Rêve ou réalité? Non rêve devenu réalité! Ainsi pourrait-on qualifier les images, photo et vidéo, de Guillaume Kigbafori Soro (GKS) et Charles Blé Goudé (CBG) qui se sont retrouvés à La Haye ce dimanche 24 novembre 2019 tout sourire, pendant que des masques se formaient et que des cadavres se retournaient dans leurs tombes à Abidjan! Oui, comme au bon vieux temps des luttes au sein de la Fédération estudiantine et scolaire de Côte d’Ivoire (Fesci), le mythique syndicat des étudiants et élèves du pays de Nana Houphouët, les deux «leaders» de la jeunesse se sont retrouvés ce 24 novembre 2019. A la faveur d’une visite de GKS à La Haye. Si les deux hommes, bien charmants et très courtois ont fait leurs armes dans cette organisation créée dans les années 1990, il n’en demeure pas moins que beaucoup de divergences les ont éloignés, que ce soit cette lutte de leadership au gouvernail de la Fesci ou plus tard dans les choix politiques dans une vie plus récente. Certes, l’avenir reste encore imprécis sur les contours d’un rapprochement sur le long terme entre les Générations solidaires de Guillaume Soro et le parti du Congrès panafricain pour la justice et l’égalité des peuples (Cojep) de Blé Goudé, mais déjà, leurs accolades ont enflammé les réseaux sociaux en cette paisible et sainte journée dominicale du 24 novembre. De plus, le jour choisi par les deux parties constitue bien un symbole de paix, de repentance et de pardon, ingrédients indispensables pour la réconciliation nationale qui a servi d’étoile polaire à ces retrouvailles voulues très chaleureuses.

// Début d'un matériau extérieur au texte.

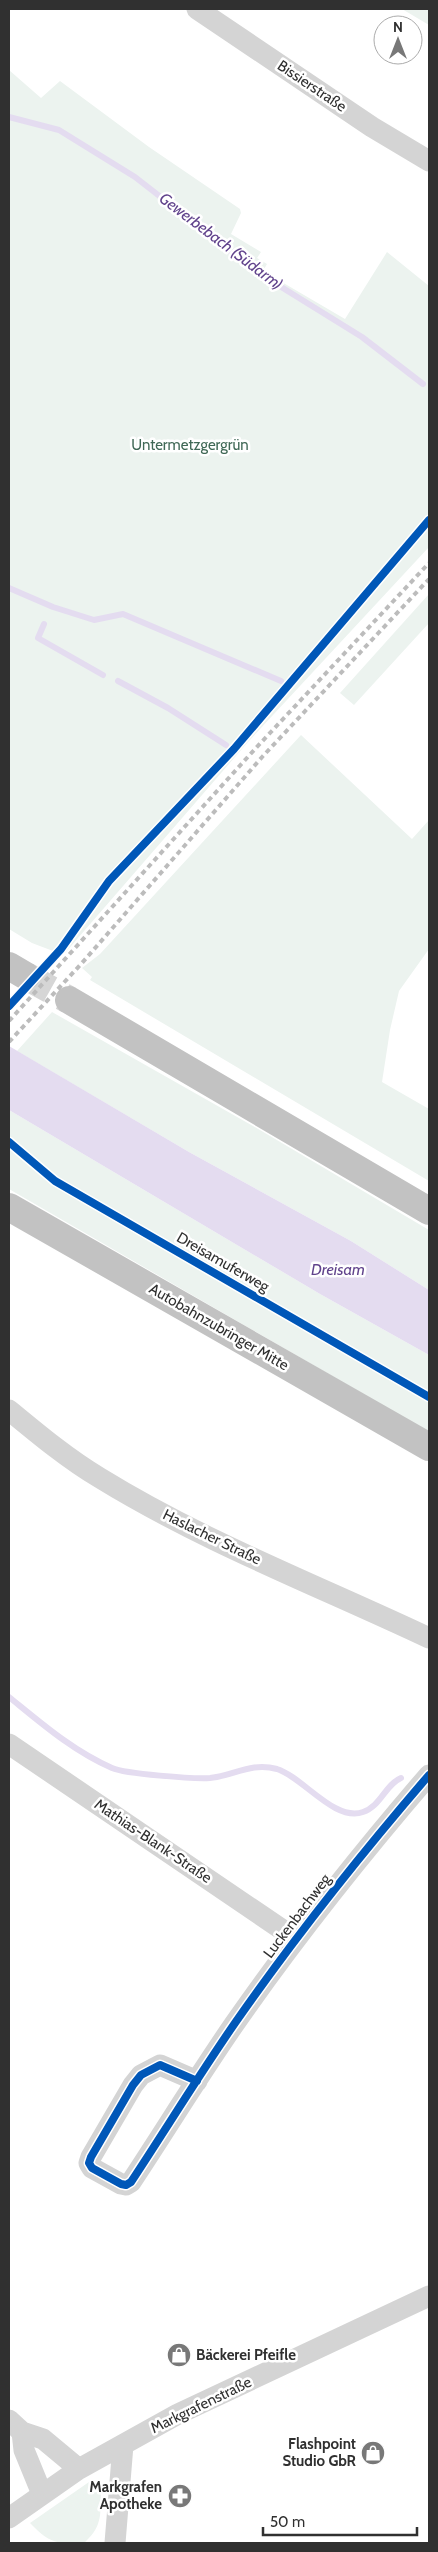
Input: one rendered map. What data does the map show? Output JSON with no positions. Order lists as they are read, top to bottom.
{
  "streets": {
    "highway": ["Autobahnzubringer Mitte"],
    "street": [
      "Bissierstraße",
      "Haslacher Straße",
      "Mathias-Blank-Straße",
      "Luckenbachweg",
      "Markgrafenstraße"
    ],
    "cycle path": ["Dreisamuferweg"]
  },
  "crossings": [
    ["Mathias-Blank-Straße", "Luckenbachweg"]
  ],
  "water": ["Gewerbebach (Südarm)", "Dreisam"],
  "parks": ["Untermetzgergrün"],
  "places": {
    "shop": ["Bäckerei Pfeifle", "Flashpoint Studio GbR"],
    "pharmacy": ["Markgrafen Apotheke"]
  },
  "scale_bar": "50 m",
  "north": "top"
}
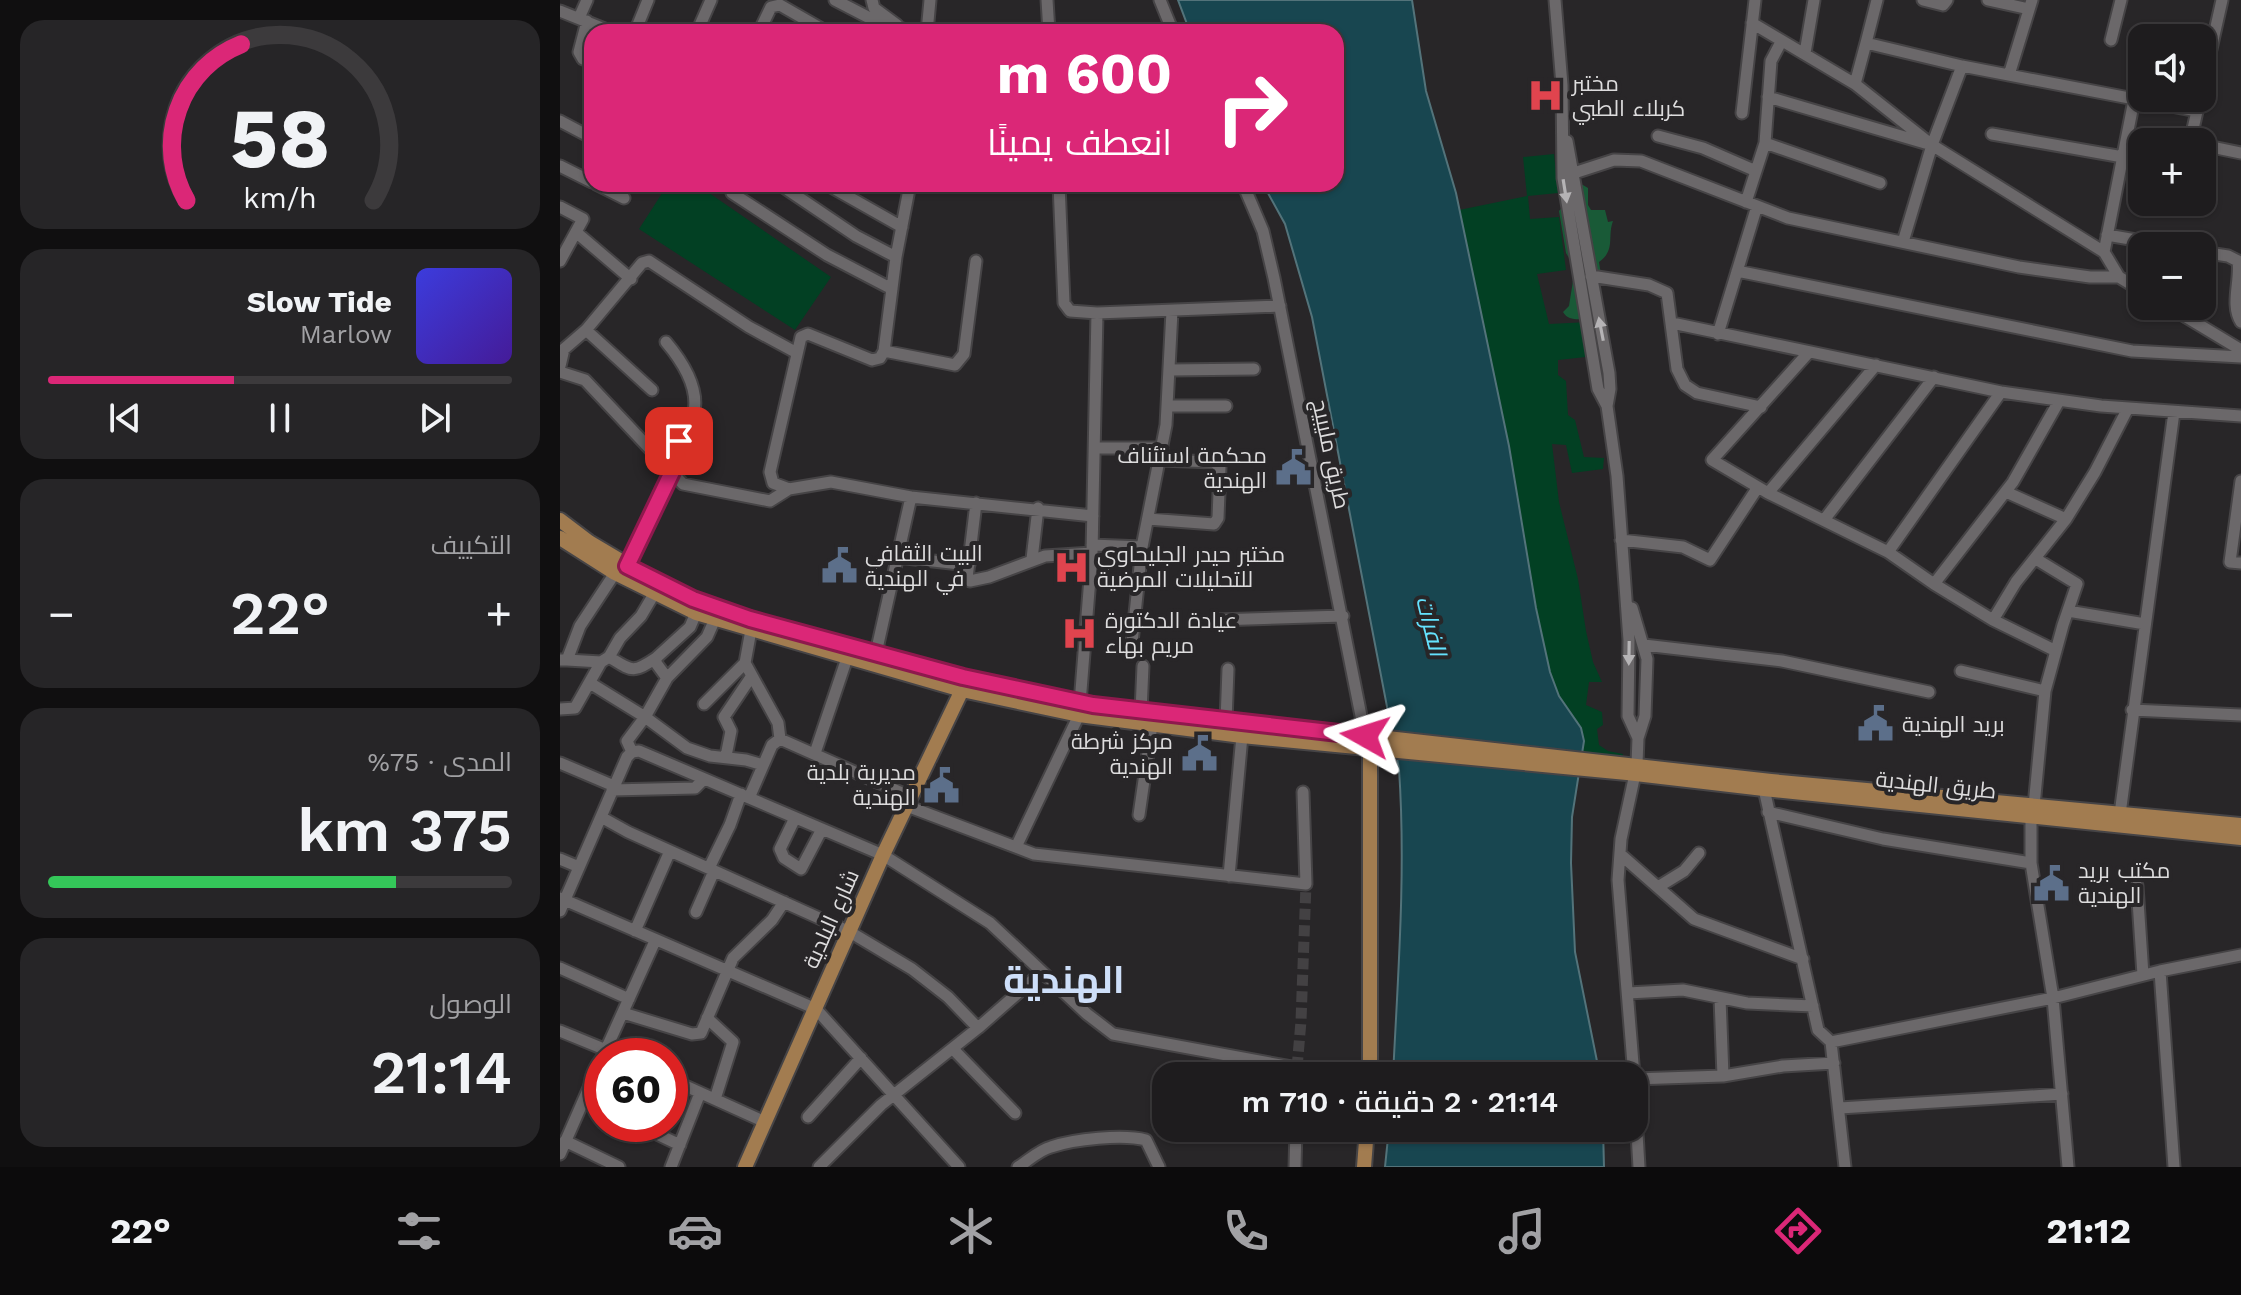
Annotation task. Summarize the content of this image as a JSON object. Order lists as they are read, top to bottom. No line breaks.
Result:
{"streets":{"main road":["طريق الهندية","شارع البلدية"],"street":["طريق مليبيج"]},"districts":["الهندية"],"water":["الفرات"],"places":{"hospital":["مختبر كربلاء الطبي","مختبر حيدر الجليحاوي للتحليلات المرضية","عيادة الدكتورة مريم بهاء"],"public building":["محكمة استئناف الهندية","البيت الثقافي في الهندية","بريد الهندية","مركز شرطة الهندية","مديرية بلدية الهندية","مكتب بريد الهندية"]},"page":{"map_buttons":["+","−"],"turn":["600 m","انعطف يمينًا"],"song":["Slow Tide","Marlow"],"tile":["التكييف",["المدى · 75%","375 km"],["الوصول","21:14"]],"heat":["−","22°","+"],"limit":"60","trip":"21:14 · 2 دقيقة · 710 m","tabs":["21:12","22°"],"gauge":["58","km/h"]}}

Baiser de Judas ou réelle volonté d’aller à cette réconciliation dont la Côte d’Ivoire a besoin depuis la rébellion de septembre 2002 et la crise postélectorale de 2010? En tout cas, peu de gens croyait encore à cette poignée de main, à commencer peut-être par les deux anciens amis devenus ennemis et redevenus amis à la faveur de circonvolutions dont seuls les politiciens ont le secret. Il faut le dire, beaucoup d’eau a coulé sous les ponts! Car si Blé Goudé n’avait pas été expédié comme un colis à la Cour pénale internationale (CPI) pour laisser gouverner tranquillement Alassane Ouattara et que Guillaume Soro ne se retrouvait pas aujourd’hui en disgrâce avec le pouvoir de l’actuel homme fort d’Abidjan qu’il a contribué à hisser à la présidence, cette journée de retour aux anciennes amours n’aurait jamais existé. Mieux, si l’élection présidentielle de 2020 pour laquelle Guillaume Soro est candidat et a besoin de soutiens, même de la part du diable, ne pointait pas déjà, son séjour dans la capitale des Pays-Bas n’aurait sans doute pas été d’actualité. En somme, les deux «bouillants garçons» de la faune politique ivoirienne ne se seraient pas mués en chantres de la réconciliation nationale si leurs intérêts personnels et leur survie n’étaient en jeu. Et c’est clair, l’étape de La Haye pourrait bien constituer une escale stratégique sur la route de Guillaume Soro vers Bruxelles où séjourne l’ancien président ivoirien, Laurent Gbagbo, toujours indésirable à Abidjan et donc retenu dans les rets de Fatou Bensouda, la dame de fer de la CPI. Du reste, sauf incident dans l’agenda du président ivoirien, Alassane Ouattara, Blé, le «général de la rue», et Gbagbo, son mentor, ne pourront pas poser les pieds sur les bords de la lagune Ebrié avant 2020. Ils y sont considérés par le pouvoir comme empêcheurs de gouverner en rond!
Ce premier jalon posé, Guillaume Soro pourra plus sûrement rêver du fauteuil de Alassane Ouattara s’il a l’onction du Parti démocratique de Côte d’Ivoire (PDCI) et du Front populaire (FPI), et donc des deux dinosaures de l’opposition ivoirienne, en l’occurrence Henri Konan Bédié et Laurent Gbagbo. Et ça c’est une autre paire de manches!